On November 9, 2022, Melanie Joly, Minister of Foreign Affairs, spoke at the Munk School of Global Affairs and Public Policy, setting the stage for the delivery of Canada’s long-awaited Indo-Pacific strategy. Her speech comes ahead of her planned visit to the region next week for the upcoming ASEAN and G-20 summits (Nov 12 to 20), along with the Prime Minister.
Highlighting the need to expand partnerships with countries in the Indo-Pacific region to support economic development, she promised to release Canada’s Indo-Pacific strategy will be released within the next month. The Minister vowed that Canada’s national interest will be at the heart of the strategy, as Canada focuses on working with Association of Southeast Asian Nations (ASEAN) member countries to ensure that Canada remains a reliable partner.
Coming at a time of increased tension with China, the Minister’s speech highlighted a new direction for Canada’s relationship with the superpower, exercising caution yet warning of the dangers of its creeping influence. According to Joly, the international order as we know it has changed, with the global balance of power shifting and inter-state tensions in the region, many of which have long historical roots, reigniting among greater competition for power in the region. Canada needs to deepen existing friendships with Japan and South Korea, and seek new allies, even with those countries that Canada disagrees with, to keep up with fast economic expansion in the region.
Joly promised details of government’s approach to China will be outlined in the upcoming strategy, but emphasized that diplomatic relations must be maintained even at a time of tension, as one-fifth of humanity cannot be isolated from international institutions. Despite these words of caution, Joly was quick to label China as an “increasingly disruptive force” in the region – a line that made headlines - seeking to change the global balance of power to favour their values. The Minister then issued a stern warning to Canadians doing business with and in China that there are geopolitical risks that come with it. Canada will always challenge China when necessary, she stated, but will aim to cooperate when necessary on crucial issues such as global health, nuclear nonproliferation, and climate change.

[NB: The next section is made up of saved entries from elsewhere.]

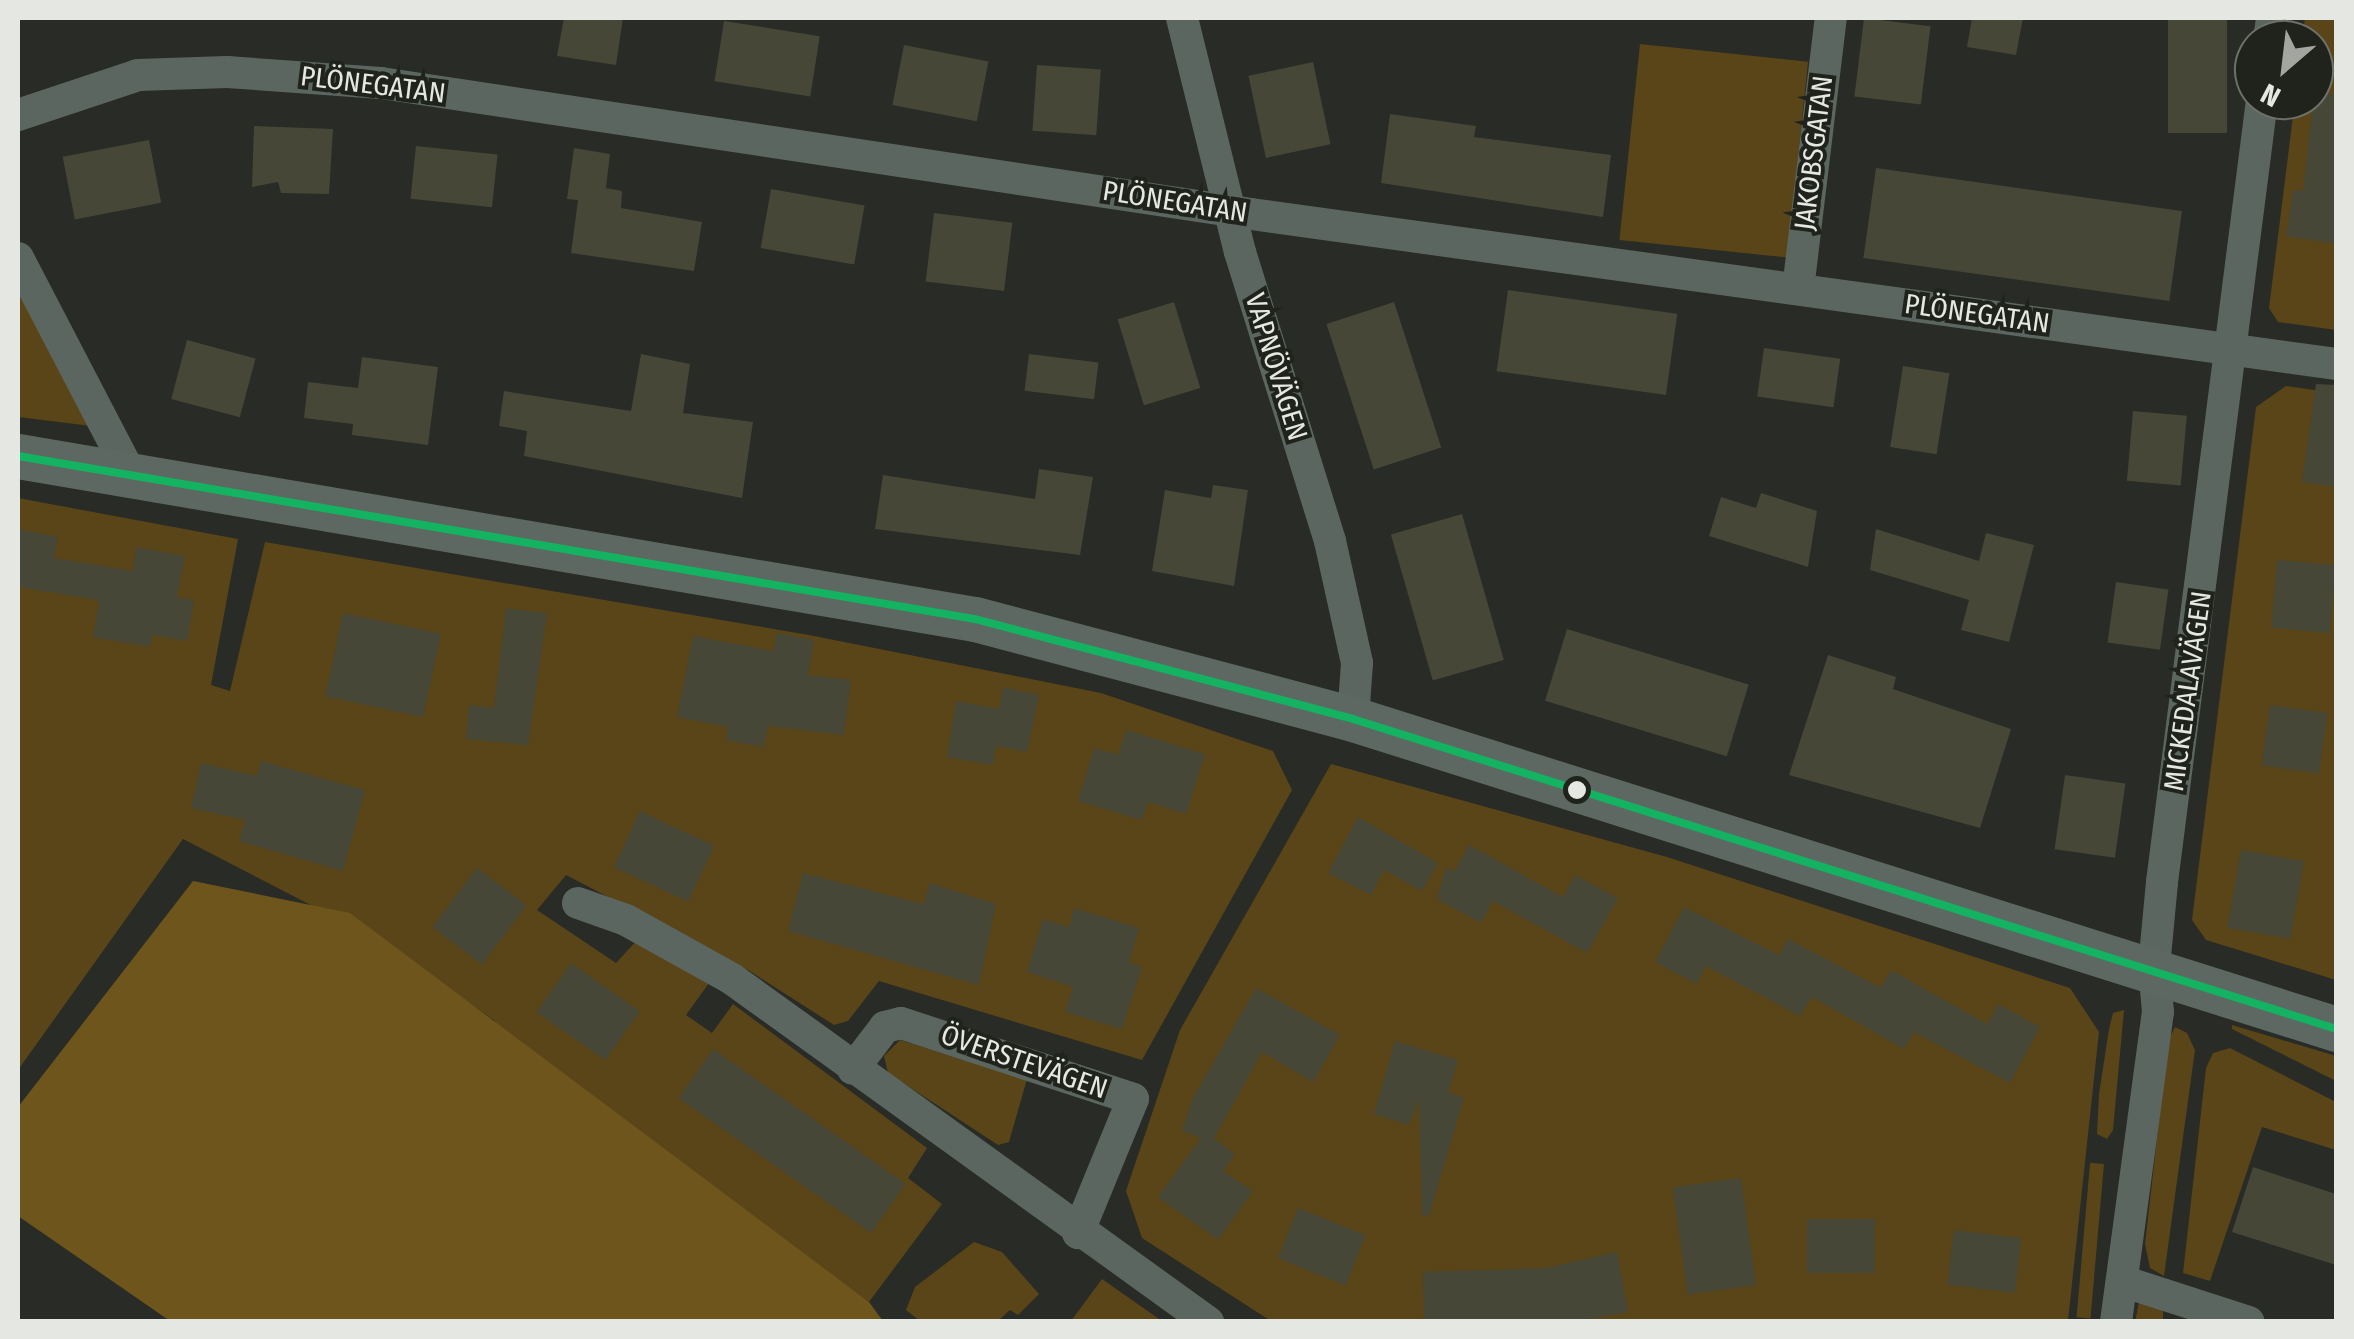 <!DOCTYPE html>
<meta charset="utf-8">
<style>
body{margin:0}
#map{position:relative;width:2354px;height:1339px;overflow:hidden;background:#282b26;font-family:"Fira Sans Condensed",sans-serif}
div>[style]{position:absolute}
.green>*{inset:0;background:#594517;transform-origin:0 0}
.forest>*{inset:0;background:#6e551c}
.building>*{inset:0;background:#464737;transform-origin:0 0}
.street>*{height:32px;margin:-16px;padding:0 16px;transform-origin:16px;border-radius:16px;background:#5c6660}
.secondary>*{height:45px;margin:-22.5px;padding:0 22.5px;transform-origin:22.5px;border-radius:22.5px;background:#5e6862}
.bus-1>*{height:8px;margin:-4px;padding:0 4px;transform-origin:4px;border-radius:4px;background:#13b361}
.dots>*{width:28px;height:28px;translate:-50% -50%;box-sizing:border-box;border:5px solid #1f231c;border-radius:50%}
span{translate:-50% -50%;white-space:nowrap;text-align:center;line-height:1.15;-webkit-text-stroke:8px #1f231c;paint-order:stroke}
.street-label{font-size:28px;color:#e4e7e2}
.frame{position:absolute;inset:0;border:20px solid #e4e7e2;pointer-events:none}
.north{position:absolute;left:2234px;top:20px;width:100px;height:100px;box-sizing:border-box;background:#1f231c;border:2px solid #6e716b;border-radius:50%;rotate:208deg;font-size:28px;font-weight:700;line-height:40px;text-align:center;color:#e4e7e2}
.north::after{content:'';display:block;margin:auto;width:35px;height:45px;background:#a2a5a0;clip-path:polygon(50% 0,100% 100%,50% 72%,0 100%)}
</style>
<div id="map">
<div class="green">
<div style="clip-path:polygon(2305px 18px,2336px 18px,2336px 330px,2278px 322px,2269px 308px,2295px 100px,2314px 100px,2314px 40px,2302px 40px)"></div>
<div style="left:1640px;top:44px;width:169px;height:197px;rotate:6deg"></div>
<div style="clip-path:polygon(18px 287px,91px 426px,18px 417px)"></div>
<div style="clip-path:polygon(2286px 386px,2336px 393px,2336px 980px,2206px 940px,2192px 920px,2256px 407px)"></div>
<div style="clip-path:polygon(18px 498px,238px 539px,211px 685px,230px 691px,265px 542px,809px 635px,1101px 693px,1273px 751px,1292px 790px,1142px 1060px,879px 981px,848px 1021px,834px 1025px,748px 970px,566px 875px,537px 910px,616px 963px,639px 938px,709px 983px,686px 1015px,712px 1033px,733px 1004px,927px 1148px,908px 1178px,942px 1204px,869px 1302px,491px 1029px,495px 1021px,386px 944px,183px 839px,18px 1070px)"></div>
<div style="clip-path:polygon(1331px 764px,1667px 857px,2070px 988px,2099px 1032px,2068px 1321px,1271px 1321px,1142px 1238px,1126px 1191px,1180px 1030px)"></div>
<div style="clip-path:polygon(2124px 1010px,2113px 1130px,2107px 1139px,2097px 1134px,2099px 1094px,2109px 1029px,2113px 1013px)"></div>
<div style="clip-path:polygon(2232px 1025px,2336px 1056px,2336px 1081px,2232px 1029px)"></div>
<div style="clip-path:polygon(2175px 1027px,2187px 1033px,2195px 1050px,2164px 1276px,2150px 1268px,2145px 1244px,2168px 1041px)"></div>
<div style="clip-path:polygon(900px 1040px,1027px 1079px,1009px 1142px,998px 1145px,888px 1073px,884px 1056px)"></div>
<div style="clip-path:polygon(2230px 1048px,2336px 1102px,2336px 1150px,2262px 1127px,2210px 1281px,2183px 1273px,2206px 1068px,2213px 1053px)"></div>
<div style="left:2104px;top:1164px;width:155px;height:14px;rotate:95deg"></div>
<div style="clip-path:polygon(974px 1242px,1002px 1252px,1039px 1294px,1018px 1315px,1010px 1310px,998px 1321px,920px 1321px,906px 1310px,915px 1287px)"></div>
<div style="clip-path:polygon(1102px 1279px,1162px 1321px,1071px 1321px)"></div>
<div style="clip-path:polygon(2139px 1302px,2163px 1305px,2163px 1321px,2135px 1322px)"></div>
</div>
<div class="forest">
<div style="clip-path:polygon(193px 881px,350px 913px,869px 1302px,883px 1321px,170px 1321px,18px 1216px,18px 1107px)"></div>
</div>
<div class="building">
<div style="clip-path:polygon(564px 18px,623px 18px,616px 65px,557px 56px)"></div>
<div style="left:1864px;top:18px;width:67px;height:79px;rotate:7deg"></div>
<div style="clip-path:polygon(1972px 18px,2023px 18px,2016px 55px,1967px 47px)"></div>
<div style="left:2168px;top:18px;width:59px;height:115px"></div>
<div style="left:724px;top:21px;width:97px;height:61px;rotate:9deg"></div>
<div style="left:904px;top:45px;width:86px;height:61px;rotate:11deg"></div>
<div style="left:1313px;top:62px;width:84px;height:66px;rotate:78deg"></div>
<div style="left:1037px;top:65px;width:64px;height:66px;rotate:4deg"></div>
<div style="clip-path:polygon(2314px 93px,2336px 94px,2336px 244px,2286px 236px,2293px 190px,2303px 191px)"></div>
<div style="clip-path:polygon(1390px 114px,1476px 126px,1474px 137px,1611px 155px,1603px 217px,1381px 183px)"></div>
<div style="clip-path:polygon(254px 126px,333px 129px,329px 194px,281px 193px,278px 182px,252px 187px)"></div>
<div style="left:149px;top:140px;width:64px;height:88px;rotate:79deg"></div>
<div style="left:416px;top:146px;width:82px;height:53px;rotate:6deg"></div>
<div style="clip-path:polygon(574px 148px,610px 154px,606px 188px,622px 191px,621px 208px,702px 222px,694px 271px,571px 253px,578px 200px,567px 199px)"></div>
<div style="left:1876px;top:168px;width:309px;height:91px;rotate:8deg"></div>
<div style="left:771px;top:189px;width:95px;height:60px;rotate:10deg"></div>
<div style="left:934px;top:213px;width:79px;height:69px;rotate:7deg"></div>
<div style="left:1508px;top:290px;width:171px;height:82px;rotate:8deg"></div>
<div style="left:1174px;top:302px;width:90px;height:59px;rotate:73deg"></div>
<div style="left:1394px;top:302px;width:153px;height:71px;rotate:72deg"></div>
<div style="left:187px;top:340px;width:71px;height:61px;rotate:15deg"></div>
<div style="left:1764px;top:348px;width:77px;height:49px;rotate:8deg"></div>
<div style="clip-path:polygon(641px 354px,690px 364px,683px 413px,753px 422px,742px 498px,524px 456px,527px 431px,499px 426px,504px 391px,631px 411px)"></div>
<div style="left:1029px;top:354px;width:70px;height:37px;rotate:7deg"></div>
<div style="clip-path:polygon(362px 357px,438px 367px,428px 445px,352px 435px,353px 424px,304px 418px,308px 382px,358px 388px)"></div>
<div style="left:1903px;top:366px;width:47px;height:82px;rotate:9deg"></div>
<div style="clip-path:polygon(2316px 384px,2336px 385px,2336px 487px,2302px 482px)"></div>
<div style="left:2133px;top:411px;width:54px;height:70px;rotate:5deg"></div>
<div style="clip-path:polygon(1039px 469px,1093px 477px,1080px 555px,875px 529px,883px 475px,1035px 499px)"></div>
<div style="clip-path:polygon(1213px 485px,1248px 490px,1234px 586px,1152px 571px,1165px 490px,1211px 498px)"></div>
<div style="clip-path:polygon(1761px 493px,1817px 511px,1808px 567px,1709px 536px,1721px 497px,1756px 508px)"></div>
<div style="left:1462px;top:514px;width:152px;height:74px;rotate:74deg"></div>
<div style="clip-path:polygon(18px 529px,58px 537px,54px 558px,133px 571px,136px 547px,185px 556px,177px 597px,194px 600px,187px 641px,152px 635px,150px 647px,93px 637px,99px 600px,18px 587px)"></div>
<div style="clip-path:polygon(1876px 529px,1979px 561px,1986px 533px,2034px 545px,2009px 642px,1961px 630px,1969px 600px,1870px 570px)"></div>
<div style="left:2277px;top:560px;width:59px;height:68px;rotate:5deg"></div>
<div style="left:2116px;top:582px;width:53px;height:61px;rotate:8deg"></div>
<div style="clip-path:polygon(506px 608px,547px 613px,528px 745px,466px 739px,469px 705px,494px 708px)"></div>
<div style="left:343px;top:613px;width:100px;height:85px;rotate:12deg"></div>
<div style="left:1567px;top:629px;width:190px;height:75px;rotate:17deg"></div>
<div style="clip-path:polygon(777px 633px,814px 640px,808px 675px,851px 680px,844px 735px,768px 726px,764px 747px,726px 740px,728px 727px,677px 717px,693px 636px,773px 651px)"></div>
<div style="clip-path:polygon(1828px 655px,1896px 677px,1893px 689px,2011px 729px,1980px 828px,1789px 775px)"></div>
<div style="clip-path:polygon(1003px 687px,1039px 695px,1027px 752px,996px 746px,993px 765px,947px 757px,956px 701px,999px 709px)"></div>
<div style="left:2270px;top:705px;width:58px;height:61px;rotate:8deg"></div>
<div style="clip-path:polygon(1126px 730px,1205px 754px,1186px 814px,1148px 802px,1142px 820px,1078px 801px,1094px 748px,1118px 755px)"></div>
<div style="clip-path:polygon(261px 761px,365px 790px,343px 871px,239px 841px,245px 820px,191px 808px,201px 763px,257px 776px)"></div>
<div style="left:2065px;top:775px;width:61px;height:75px;rotate:8deg"></div>
<div style="left:640px;top:811px;width:82px;height:62px;rotate:25deg"></div>
<div style="clip-path:polygon(1358px 817px,1438px 863px,1422px 891px,1384px 870px,1371px 895px,1328px 873px)"></div>
<div style="clip-path:polygon(1469px 845px,1563px 897px,1575px 875px,1618px 898px,1587px 953px,1493px 901px,1481px 923px,1437px 899px,1446px 867px,1454px 872px)"></div>
<div style="left:2241px;top:850px;width:64px;height:79px;rotate:10deg"></div>
<div style="left:477px;top:868px;width:62px;height:74px;rotate:37deg"></div>
<div style="clip-path:polygon(803px 873px,923px 904px,930px 883px,996px 904px,979px 985px,788px 931px)"></div>
<div style="clip-path:polygon(1684px 907px,1779px 955px,1788px 939px,1881px 988px,1891px 970px,1987px 1024px,1998px 1004px,2040px 1027px,2010px 1083px,1914px 1032px,1904px 1049px,1812px 997px,1800px 1016px,1706px 966px,1697px 984px,1655px 962px)"></div>
<div style="clip-path:polygon(1074px 908px,1139px 928px,1129px 962px,1142px 967px,1122px 1029px,1065px 1012px,1073px 987px,1027px 972px,1043px 919px,1069px 927px)"></div>
<div style="left:571px;top:963px;width:84px;height:60px;rotate:35deg"></div>
<div style="clip-path:polygon(1256px 988px,1340px 1035px,1313px 1082px,1262px 1052px,1214px 1138px,1235px 1154px,1223px 1171px,1253px 1191px,1218px 1240px,1158px 1197px,1201px 1138px,1182px 1131px,1192px 1100px)"></div>
<div style="clip-path:polygon(1395px 1041px,1458px 1060px,1448px 1093px,1464px 1097px,1429px 1216px,1422px 1215px,1419px 1100px,1409px 1125px,1374px 1114px)"></div>
<div style="left:713px;top:1049px;width:235px;height:60px;rotate:35deg"></div>
<div style="clip-path:polygon(2253px 1167px,2336px 1194px,2336px 1265px,2232px 1232px)"></div>
<div style="left:1741px;top:1178px;width:108px;height:69px;rotate:82deg"></div>
<div style="left:1298px;top:1208px;width:73px;height:54px;rotate:22deg"></div>
<div style="left:1875px;top:1219px;width:54px;height:68px;rotate:90deg"></div>
<div style="left:1954px;top:1230px;width:68px;height:55px;rotate:7deg"></div>
<div style="clip-path:polygon(1617px 1252px,1628px 1312px,1574px 1322px,1424px 1322px,1423px 1272px,1547px 1268px)"></div>
</div>
<div class="street">
<div style="left:1182px;top:18px;width:241px;rotate:76.1deg"></div>
<div style="left:1240px;top:252px;width:303px;rotate:72.7deg"></div>
<div style="left:1330px;top:541px;width:125px;rotate:77.5deg"></div>
<div style="left:1357px;top:663px;width:56px;rotate:94.1deg"></div>
<div style="left:2269px;top:40px;width:22px;rotate:-82deg"></div>
<div style="left:18px;top:115px;width:126px;rotate:-18.4deg"></div>
<div style="left:138px;top:75px;width:89px;rotate:-1.9deg"></div>
<div style="left:227px;top:72px;width:154px;rotate:4.1deg"></div>
<div style="left:381px;top:83px;width:880px;rotate:8.56deg"></div>
<div style="left:1251px;top:214px;width:1095px;rotate:7.87deg"></div>
<div style="left:18px;top:258px;width:245px;rotate:62.5deg"></div>
<div style="left:1798px;top:289px;width:273px;rotate:-83.1deg"></div>
<div style="left:578px;top:903px;width:51px;rotate:19.5deg"></div>
<div style="left:626px;top:920px;width:121px;rotate:29.1deg"></div>
<div style="left:732px;top:979px;width:587px;rotate:35.78deg"></div>
<div style="left:853px;top:1069px;width:53px;rotate:-52.7deg"></div>
<div style="left:885px;top:1027px;width:16px;rotate:-14deg"></div>
<div style="left:901px;top:1023px;width:244px;rotate:18.1deg"></div>
<div style="left:1133px;top:1099px;width:145px;rotate:112.3deg"></div>
<div style="left:2122px;top:1281px;width:133px;rotate:17.9deg"></div>
<div style="left:2116px;top:1322px;width:313px;rotate:-82.3deg"></div>
<div style="left:2158px;top:1012px;width:45px;rotate:-95.1deg"></div>
<div style="left:2154px;top:967px;width:85px;rotate:-84.6deg"></div>
<div style="left:2162px;top:882px;width:788px;rotate:-82.71deg"></div>
</div>
<div class="secondary">
<div style="left:18px;top:456px;width:971px;rotate:9.67deg"></div>
<div style="left:975px;top:619px;width:391px;rotate:14.8deg"></div>
<div style="left:1353px;top:719px;width:1031px;rotate:17.5deg"></div>
</div>
<div class="bus-1">
<div style="left:18px;top:456px;width:971px;rotate:9.67deg"></div>
<div style="left:975px;top:619px;width:391px;rotate:14.8deg"></div>
<div style="left:1353px;top:719px;width:1031px;rotate:17.5deg"></div>
</div>
<div class="dots">
<div style="left:1577px;top:790px;background:#e4e7e2"></div>
</div>
<div class="street-label">
<span style="left:373px;top:85px;rotate:7deg">PLÖNEGATAN</span>
<span style="left:1814px;top:153px;rotate:-83deg">JAKOBSGATAN</span>
<span style="left:1175px;top:202px;rotate:9deg">PLÖNEGATAN</span>
<span style="left:1977px;top:314px;rotate:8deg">PLÖNEGATAN</span>
<span style="left:1276px;top:367px;rotate:73deg">VAPNÖVÄGEN</span>
<span style="left:2188px;top:691px;rotate:-82deg">MICKEDALAVÄGEN</span>
<span style="left:1024px;top:1062px;rotate:19deg">ÖVERSTEVÄGEN</span>
</div>
<div class="frame"></div>
<div class="north">N</div>
</div>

She announced that Canada will be investing in deepening its understanding of how China thinks, operates, and plans, and how it exerts influence in the region and around the world, including placing dedicated experts in Canada’s embassies around the world. The Minister also reaffirmed Canada’s commitment to engage at the highest levels on the matter of human rights violations in the Xinjiang region, while continuing to oppose unilateral actions that threaten Taiwan and stand up for freedom of speech and press in Hong Kong. The government will also take steps to differentiate between the actions of the Chinese government and the Chinese people. She said that Canada would always challenge China when necessary, and cooperate when necessary, as cooperation is crucial when addressing global health, nuclear nonproliferation, and climate change.
Finishing her remarks, Minister Joly also noted that they will be continuing to build existing partnerships in India, another focus of the strategy. She emphasized that trade is an economic driver and an important geopolitical tool, with the stability of the Indo-Pacific region key to general global stability.
When asked about foreign election interference by China during the 2019 election, and how to ensure that Canada’s democracy is robust enough to defend against it, Joly promised that the Canada will not let foreign actors meddle in Canada’s elections, pointing to the work of the Parliamentary Committee studying it, but stating that more needs to be done to tackle foreign interference online. She also noted that this strategy differs from previous ones in that it is a clear strategy, rather than a series of initiatives, and with forthcoming announcements to come.
When asked about the domestic challenges of executing a more robust foreign policy, Joly stated that Canada will have clear-eyed approach when it comes to China, pointing to $100B worth of trade. Yet she insisted that it is her job to warn of geopolitical risk, while respecting the independence of the business sector. Regarding the of Canada’s national defence in supporting foreign policy in the Indo-Pacific region, Joly stated that that they will continue to work with ASEAN and increase investments in the defence and security sector. Shifting gears, she added that Canada will apply a geopolitical lens to foreign investments, emphasizing the importance of having the correct tools to defend Canada’s national interests.
Finally, Minister Joly said that Canada’s goal is to strengthen relationships with South Korea and Japan, and that success in this initiative will be measured by their allies’ views on Canada’s contribution to the economic prosperity and strength of the region.